Friday, April 21, 2006

iffb 2 : IN BETWEEN DAYS


Since I took the night off from volleyball, I had the time to catch an unscheduled fest flick. "Unscheduled" here means not included in my fest "spreadsheet." (Originally I'd planned on catching CHALK, then motoring across town to get most of my league vball night in, so I didn't have a movie post-it'd in for Thursday night.)

I had a mess of options - BEFORE THE MUSIC DIES, WORDPLAY, COCAINE ANGEL, and IN BETWEEN DAYS. WORDPLAY was my top chioce, then DAYS... When I got out of CHALK I found out that MUSIC and WORDPLAY had already sold out of advance tickets, so there would only be rush tickets for those shows. DAYS and ANGEL still had advance seats for sale. For a while I lingered in the rush line with Nurse Jen for WORDPLAY, but as WORDPLAY's seating time got pushed by what I'm pretty sure must've been post-film Q&A from an earlier show going long, I ended up chickening out and opted to go with IN BETWEEN DAYS, what looked to be a quiet sad teen angsty film. Nurse Jen ended up catching COCAINE ANGEL w her fella. I'll hafta bug her for a quick review of that one.


IN BETWEEN DAYS is melancholy and heartbreaking. I think it'll help the movie experience if you make yourself mentally "ready" for that going in... able to watch and match its somewhat slow pace, which is, honestly, thin on action, and even dialogue. Be ready for the film equivalent of a teenage funk... with subtitles. =) Once you're at that level, it's a great experience of quiet teenage sadness... Felt a bit Christopher Doyle/Wong Kar Wai and Jarmuschy at times, only without the hip soundtracks.

Alas, no Cure song. At least, nowhere or when in a prominent way. Or did I completely miss it in a karaoke bar scene...? Frack...

Heartbreaking is exactly the word. Teenage unrequited love. Pretty universal, no? Two friends, adolescent teens, who do most everything together, and one is crushing hard on the other, and the other... well, he wants different things on different days. There's more dimension to the film than that, though. Nearly still scenes of the edge of the urban sprawl, accompanied by the girl's voice, from a phone call, or is it the spoken words of a letter, or simply her wished thoughts, to the father back in Korea who left her and her mother...

Heartbreaking.

What I'm saying is. Well, if I actually had a heart. Yup. You guessed it. Broken.
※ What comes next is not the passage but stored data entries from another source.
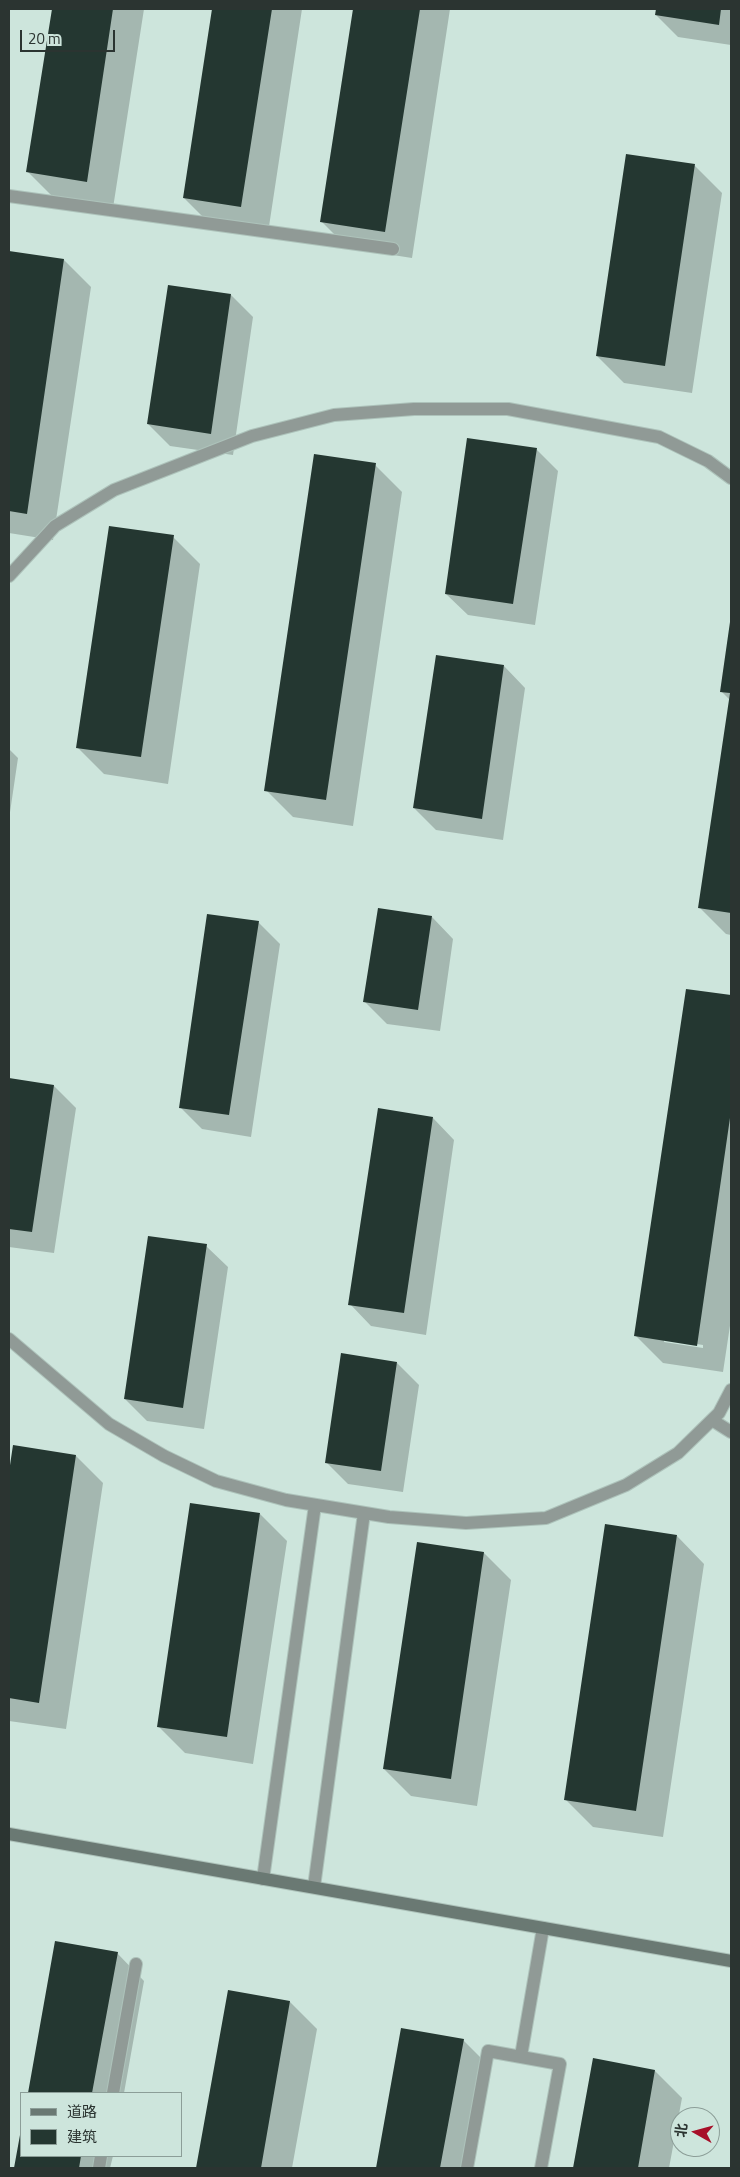 <!DOCTYPE html>
<meta charset="utf-8">
<style>
body{margin:0}
#map{position:relative;width:740px;height:2177px;overflow:hidden;background:#cde5dc;font-family:"Titillium Web","Noto Sans SC",sans-serif}
canvas{display:block}
.frame{position:absolute;inset:0;border:10px solid #2b3431;pointer-events:none}
.legend{position:absolute;left:20px;top:2092px;width:162px;height:65px;box-sizing:border-box;background:#cde5dc;border:1px solid #8c9e98;margin:0;padding:6px 9px;list-style:none;font-size:15px;color:#2b3431}
.legend li{display:flex;align-items:center;gap:10px;height:25px}
.legend b{width:25px;border:1px solid #8c9e98}
.north{position:absolute;left:670px;top:2107px;width:50px;height:50px;box-sizing:border-box;background:#cde5dc;border:1px solid #8c9e98;border-radius:50%;rotate:277deg;font-size:14px;font-weight:700;line-height:20px;text-align:center;color:#2b3431}
.north::after{content:'';display:block;margin:auto;width:18px;height:22px;background:#a70f29;clip-path:polygon(50% 0,100% 100%,50% 72%,0 100%)}
.scale{position:absolute;left:20px;top:30px;width:95px;height:22px;box-sizing:border-box;border:2px solid #2b3431;border-top:0;padding-left:6px;font-size:15px;line-height:18px;white-space:nowrap;color:#2b3431;-webkit-text-stroke:4px #cde5dc;paint-order:stroke}
</style>
<div id="map">
<canvas width="740" height="2177"></canvas>
<div class="frame"></div>
<ul class="legend">
<li><b style="height:6px;background:#6a7973"></b>道路</li>
<li><b style="height:14px;background:#243731"></b>建筑</li>
</ul>
<div class="north">北</div>
<div class="scale">20 m</div>
</div>
<script>
const g = document.querySelector('canvas').getContext('2d');
g.lineJoin = 'round';
function paint(path, color) { g.fillStyle = color; g.fill(path, 'evenodd'); }
const shape = rows => new Path2D(rows.map(r => 'M' + r).join(''));
function stroke(path, color, width, dash) { g.strokeStyle = color; g.lineWidth = width; g.lineCap = dash ? 'butt' : 'round'; g.setLineDash(dash || []); g.stroke(path); }
paint(shape([
 [53,9,144,9,113,208,55,199,28,172],
 [213,9,302,9,268,233,211,225,184,198],
 [354,9,450,9,412,258,348,248,321,221],
 [657,9,731,9,731,45,678,37,656,15],
 [627,156,695,166,722,193,692,393,624,383,597,356],
 [9,252,64,260,91,287,53,540,9,533],
 [169,287,231,295,253,317,233,455,170,446,148,424],
 [536,449,558,471,535,625,468,615,446,594],
 [375,465,402,492,353,826,293,817,266,790],
 [173,537,200,564,168,784,104,774,77,747],
 [731,623,731,935,726,934,699,907,730,700,721,691],
 [504,666,525,688,503,840,436,830,414,808],
 [9,749,18,758,9,819],
 [432,917,453,939,440,1031,387,1024,365,1002],
 [258,922,280,944,251,1137,202,1129,180,1107],
 [687,990,731,997,731,1319,723,1372,663,1363,636,1336],
 [664,1339,703,1345,703,1348,664,1342],
 [9,1079,54,1086,76,1108,54,1253,9,1247],
 [433,1118,454,1140,426,1335,371,1326,350,1304],
 [206,1246,228,1267,204,1429,147,1421,125,1399],
 [397,1363,419,1385,403,1492,348,1484,326,1462],
 [14,1447,76,1456,103,1483,66,1729,9,1721,9,1480],
 [260,1514,287,1541,253,1764,185,1753,158,1726],
 [677,1536,704,1564,663,1837,593,1827,566,1800],
 [418,1543,484,1553,511,1580,477,1806,411,1796,384,1769],
 [56,1943,117,1953,144,1981,124,2093,29,2093],
 [229,1991,290,2002,317,2029,292,2168,198,2168],
 [402,2029,463,2040,490,2067,472,2168,378,2168],
 [594,2060,655,2071,682,2098,669,2168,575,2168],
 [21,2136,21,2156,113,2156,110,2168,16,2168]
]), '#0003');
paint(shape([
 [52,9,113,9,87,182,26,172],
 [212,9,272,9,241,207,183,198],
 [353,9,420,9,385,232,320,222],
 [656,9,721,9,719,25,655,15],
 [626,154,695,164,665,366,596,356],
 [9,251,64,259,27,514,9,511],
 [168,285,231,294,211,434,147,424],
 [467,438,537,448,513,604,445,594],
 [314,454,376,463,326,800,264,791],
 [109,526,174,535,141,757,76,748],
 [730,622,731,622,731,913,698,908,730,693,720,692],
 [436,655,504,665,482,819,413,808],
 [378,908,432,916,418,1010,363,1002],
 [207,914,259,921,229,1115,179,1108],
 [686,989,731,995,731,1111,697,1346,634,1336],
 [9,1078,54,1085,32,1232,9,1229],
 [378,1108,433,1117,404,1313,348,1305],
 [148,1236,207,1244,183,1408,124,1399],
 [341,1353,397,1362,381,1471,325,1463],
 [13,1445,76,1455,39,1703,9,1698,9,1472],
 [190,1503,260,1513,227,1737,157,1727],
 [605,1524,677,1535,636,1811,564,1800],
 [417,1542,484,1552,451,1779,383,1769],
 [55,1941,118,1952,92,2093,28,2093],
 [228,1990,290,2001,261,2168,196,2168],
 [401,2028,464,2039,440,2168,376,2168],
 [593,2058,655,2070,638,2168,573,2168],
 [20,2135,21,2156,81,2156,79,2168,14,2168]
]), '#243731');
const lane = shape([
 [9,196,393,249],
 [9,576,55,526,114,490,252,436,334,415,414,409,508,409,659,437,708,461,731,478],
 [9,1339,109,1424,164,1456,216,1481,286,1500,389,1517,466,1523,546,1518,626,1485,678,1453,719,1413,731,1390],
 [712,1420,731,1432],
 [263,1879,315,1505],
 [314,1887,364,1513],
 [521,2056,543,1928],
 [113,2093,136,1964],
 [99,2168,101,2156],
 [467,2168,488,2051,560,2064,541,2168]
]);
const secondary = shape([
 [9,1834,731,1961]
]);
stroke(lane, '#adc2ba', 14);
stroke(secondary, '#adc2ba', 14);
stroke(lane, '#909a96', 12);
stroke(secondary, '#6a7973', 12);
</script> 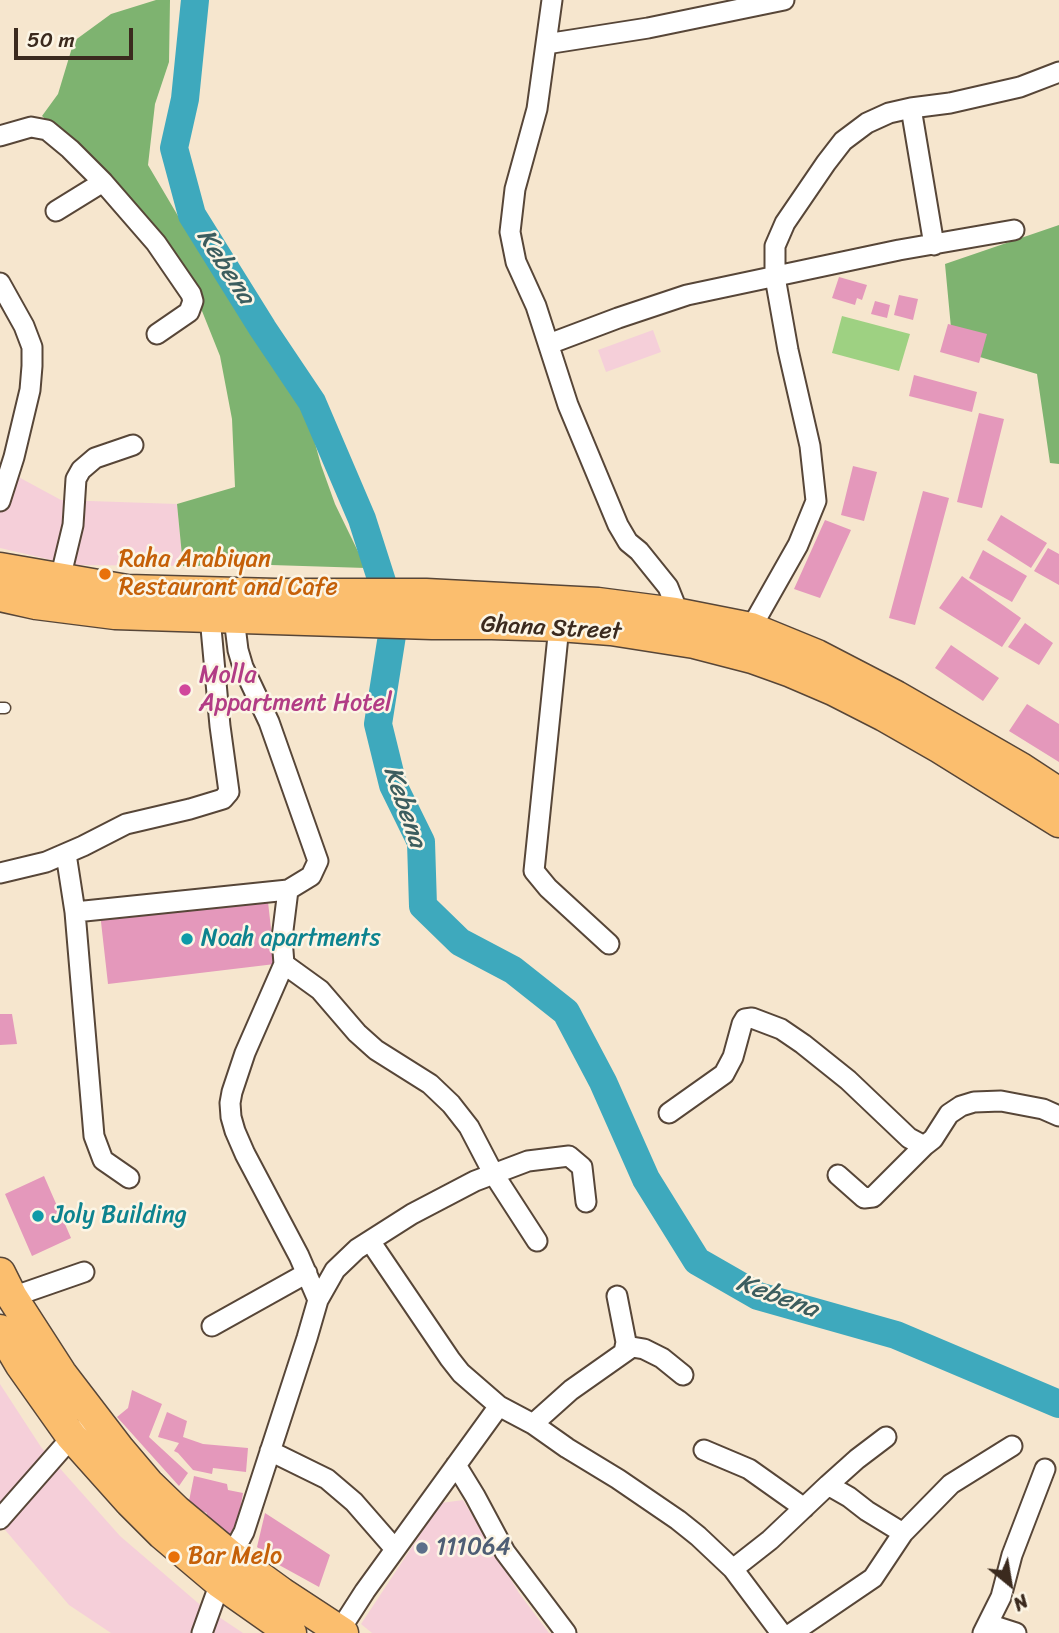 <!DOCTYPE html>
<style>
body{margin:0}
#map{position:relative;width:1059px;height:1633px;overflow:hidden;background:#f6e6ce;font-family:Sriracha,sans-serif}
canvas{display:block}
.north{position:absolute;left:975px;top:1549px;width:70px;height:70px;-webkit-text-stroke:5px #fcf5e5;paint-order:stroke;rotate:150deg;font-size:19px;font-weight:700;line-height:28px;text-align:center;color:#3b2a1e}
.north::after{content:'';display:block;margin:auto;width:24px;height:32px;background:#3b2a1e;clip-path:polygon(50% 0,100% 100%,50% 72%,0 100%)}
.scale{position:absolute;left:14px;top:28px;width:119px;height:32px;box-sizing:border-box;border:4px solid #3b2a1e;border-top:0;padding-left:9px;font-size:21px;line-height:24px;white-space:nowrap;color:#3b2a1e;-webkit-text-stroke:5px #fcf5e5;paint-order:stroke}
</style>
<div id="map">
<canvas width="1059" height="1633"></canvas>
<div class="north">N</div>
<div class="scale">50 m</div>
</div>
<script>
const ctx = document.querySelector('canvas').getContext('2d');
ctx.lineJoin = 'round';
function fillPath(path, color) { ctx.fillStyle = color; ctx.fill(path, 'evenodd'); }
const toPath = rows => new Path2D(rows.map(r => 'M' + r).join(''));
function trace(path, color, width, dash) { ctx.strokeStyle = color; ctx.lineWidth = width; ctx.lineCap = dash ? 'butt' : 'round'; ctx.setLineDash(dash || []); ctx.stroke(path); }
function drawText(font, color, halo, rows, align = 'center') {
  ctx.font = font + ' Sriracha,sans-serif'; ctx.lineWidth = 5; ctx.setLineDash([]); ctx.textBaseline = 'middle'; ctx.strokeStyle = halo; ctx.fillStyle = color; for (const [text, x, y, turn = 0] of rows) {
    ctx.save(); ctx.translate(x, y); ctx.rotate((+turn || 0) * Math.PI / 180); ctx.textAlign = isNaN(turn) ? turn : align; if (halo) ctx.strokeText(text, 0, 0); ctx.fillText(text, 0, 0); ctx.restore();
  }
}
const built = toPath([
 [653,330,661,352,606,372,598,350],
 [0,467,61,500,177,504,183,566,73,565,0,548],
 [0,1384,41,1447,120,1536,198,1603,243,1633,111,1633,69,1605,0,1524],
 [463,1500,519,1593,549,1633,372,1633,361,1624,441,1503]
]);
const green = toPath([
 [842,316,910,334,899,371,832,353]
]);
const forest = toPath([
 [156,0,170,0,169,62,155,104,148,165,181,221,305,407,321,465,335,504,366,568,271,565,183,566,177,504,235,487,232,419,220,356,198,301,105,173,42,116,58,94,74,41,111,14],
 [1059,225,1059,464,1050,463,1037,374,953,349,945,264]
]);
const river = toPath([
 [195,0,185,99,174,148,192,215,263,329,312,402,362,519,385,591,396,610,378,724,393,785,421,842,423,906,460,942,513,970,566,1012,603,1082,646,1179,697,1261,758,1296,896,1335,1059,1404]
]);
const building = toPath([
 [839,277,867,285,862,300,857,298,855,305,832,298],
 [899,295,918,299,913,320,894,315],
 [875,301,890,305,887,318,871,314],
 [948,324,987,334,979,363,940,352],
 [914,375,977,392,972,412,909,396],
 [979,413,1004,419,982,508,957,502],
 [853,466,877,472,864,521,841,515],
 [923,491,949,498,915,625,889,618],
 [1001,515,1047,543,1031,568,987,540],
 [825,520,851,530,820,598,794,589],
 [1048,548,1059,554,1059,585,1034,571],
 [983,550,1027,576,1012,602,969,578],
 [962,576,1021,618,1002,647,939,608],
 [1025,623,1053,643,1039,665,1008,647],
 [951,645,999,678,983,701,935,668],
 [1027,704,1059,724,1059,762,1009,731],
 [267,893,275,964,108,984,100,913],
 [0,1014,12,1014,17,1044,0,1045],
 [44,1176,71,1238,32,1256,5,1194],
 [132,1390,162,1404,149,1437,188,1473,179,1486,117,1417,128,1408],
 [167,1412,187,1421,183,1437,203,1444,248,1448,246,1472,213,1468,212,1474,193,1470,178,1453,174,1451,179,1443,158,1437],
 [194,1476,227,1484,228,1490,243,1493,238,1522,229,1535,205,1517,207,1513,188,1506],
 [265,1513,330,1555,319,1587,270,1560,266,1554,257,1547]
]);
const lane = toPath([
 [0,708,5,708]
]);
const street = toPath([
 [552,0,537,109,515,189,510,232,516,262,536,306,568,405,618,525,628,542,639,551,668,587,674,602,675,613],
 [546,44,648,28,784,0],
 [911,108,934,245],
 [0,136,31,127,47,130,70,149,103,182,156,243,191,294,193,301,189,312,157,334],
 [56,211,103,182],
 [0,283,24,326,32,347,32,366,30,390,14,457,0,501],
 [549,344,618,318,687,295,899,250,1014,230],
 [60,579,73,525,76,479,81,470,95,458,133,445],
 [234,618,238,650,243,667,269,722,318,861,311,876,288,890,282,938,284,964,245,1053,232,1092,230,1103,231,1117,235,1131,245,1154,299,1256,318,1300],
 [559,626,534,871,548,888,609,944],
 [751,628,798,545,816,501,810,446,788,350,775,277,775,246,785,223,826,163,843,141,867,123,889,113,911,108,950,103,1020,87,1059,72],
 [66,854,75,912,94,1136,103,1160,129,1178],
 [0,873,46,862,83,846,126,824,190,809,223,799,229,792,220,726,210,617],
 [75,912,288,890],
 [284,964,320,990,357,1033,376,1050,430,1084,451,1104,469,1127,493,1173,537,1241],
 [669,1113,724,1074,733,1057,742,1024,745,1019,752,1018,781,1029,803,1044,848,1080,909,1138,924,1146,933,1139,949,1114,961,1106,974,1102,1001,1101,1043,1109,1059,1116],
 [838,1175,864,1198,873,1197,924,1146],
 [370,1241,450,1359,461,1373,499,1406,533,1424,567,1448,618,1479,678,1520,698,1536,733,1569,781,1633],
 [617,1296,626,1342,624,1352],
 [12,1297,84,1272],
 [212,1326,307,1273],
 [533,1424,571,1390,632,1347,644,1349,662,1358,683,1375],
 [704,1450,749,1469,804,1508],
 [270,1451,327,1479,354,1502,395,1549],
 [456,1465,475,1496,505,1552,566,1633],
 [828,1485,849,1497,867,1511,903,1533],
 [0,1519,78,1430],
 [733,1569,770,1540,828,1485,857,1459,886,1437],
 [988,1624,1016,1633],
 [202,1633,220,1583,231,1556,244,1532,307,1338,318,1300,335,1270,357,1249,412,1214,475,1181,528,1161,569,1156,582,1167,586,1202],
 [338,1633,365,1591,499,1406],
 [792,1633,873,1578,903,1533,951,1484,1012,1446],
 [983,1633,1001,1597,1012,1555,1045,1469]
]);
const primary = toPath([
 [0,568,127,590,276,594,426,594,598,603,675,613,751,628,817,655,896,696,1021,768,1059,793],
 [0,596,36,604,115,614,432,624,492,624,559,626,611,630,694,643,752,658,791,672,833,690,884,716,940,748,1059,822],
 [0,1273,12,1297,61,1373,120,1450,148,1483,177,1511,231,1556,282,1593,343,1633],
 [0,1330,20,1364,71,1436,130,1502,162,1534,220,1583,291,1633]
]);
const markers = [
 [105,574,7,"#e8710a"],
 [185,690,7,"#d1479c"],
 [187,939,7,"#0f9aa8"],
 [38,1216,7,"#0f9aa8"],
 [422,1548,7,"#5c6f8a"],
 [174,1557,7,"#e8710a"]
];
const foodNames = [
 ["Raha Arabiyan",119,560],
 ["Restaurant and Cafe",119,588],
 ["Bar Melo",188,1557]
];
const streetNames = [
 ["Ghana Street",551,629,3]
];
const hotelNames = [
 ["Molla",199,676],
 ["Appartment Hotel",199,704]
];
const cultureNames = [
 ["Noah apartments",201,939],
 ["Joly Building",52,1216]
];
const serviceNames = [
 ["111064",436,1548]
];
const waterNames = [
 ["Kebena",225,267,57],
 ["Kebena",404,807,71],
 ["Kebena",777,1297,20]
];
fillPath(built, '#f5cfd9');
fillPath(green, '#9ed182');
fillPath(forest, '#7eb370');
trace(river, '#3ea9bd', 28);
fillPath(building, '#e498bb');
trace(lane, '#574638', 13);
trace(street, '#574638', 23);
trace(primary, '#574638', 33);
trace(lane, '#fff', 10);
trace(street, '#fff', 19);
trace(primary, '#fbbe6e', 30);
for (const [x, y, r, color] of markers) { const dot = new Path2D(); dot.arc(x, y, r, 0, 2 * Math.PI); ctx.fillStyle = color; ctx.fill(dot); trace(dot, '#fcf5e5', 2.5); }
drawText('24px', '#c56008', '#fcf5e5', foodNames, 'left');
drawText('24px', '#3b2a1e', '#fcf5e5', streetNames);
drawText('24px', '#b23c85', '#fcf5e5', hotelNames, 'left');
drawText('24px', '#0d838f', '#fcf5e5', cultureNames, 'left');
drawText('24px', '#4e5e75', '#fcf5e5', serviceNames, 'left');
drawText('italic 26px', '#3c5d5e', '#fcf5e5', waterNames);
</script>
The kid actors in it are perfect.

I heard some snickering remarks as the film let out, about the relationship between the kids - something about how it's a great friendship (between the Aimee and Tran, the girl and boy central to the story), if you're into not talking at all and connecting thru playstation games. They spoke as if they couldn't relate, but maybe younger people would, like it was a generational thing. A bit off the mark, in my opinion, but I can see how audiences might come away with that. I fear they may have been expecting something more typical "teen movie..."

Maybe it plays differently for me because of how I experience the dialogue. Although I have to rely on subtitling for meaning, I'm sorta familiar w the attitude and inflection behind the spoken Korean words as well.

Eh. Screw it. Those guys are dummies.

=)

Me. I really loved it. It made me sad. Teeny/high school age/era/phase movies, done right, make me happy, even when they're sad, y'know?

By the way, both CHALK and IN BETWEEN DAYS are playing again. Check out the schedule and film blurbs for more info ticket availability.

The theater for this show wasn't even half full. I think maybe that it's just not gonna draw all that many viewers over the course of the festival. With that in mind, I rated it a 5 out of 5 to give it a bit of a boost.

The short film that preceded it, PERFECTION, starring Ming Na Wen (of SINGLE GUY and STREET FIGHTER, heh), was decent in concept, and solid in 90 percent of the execution. The film drops in every couple of years on the life of a Chinese girl, and then woman, growing up in the states dealing with the pressure to live up to certain expectations, to get everything in her life in order and on schedule. These scenes are set to music and intercut with an ongoing scene of the girl playing a game of Lakeside's Perfection (w the many uniquely shaped pieces you had to put in their slots before the timer ran out and the slots regurgitated their pieces - remember?)... Low-level clever. Shot well enough, stitched together well enough, but the resolution didn't work for me, tho. I gave it a 2.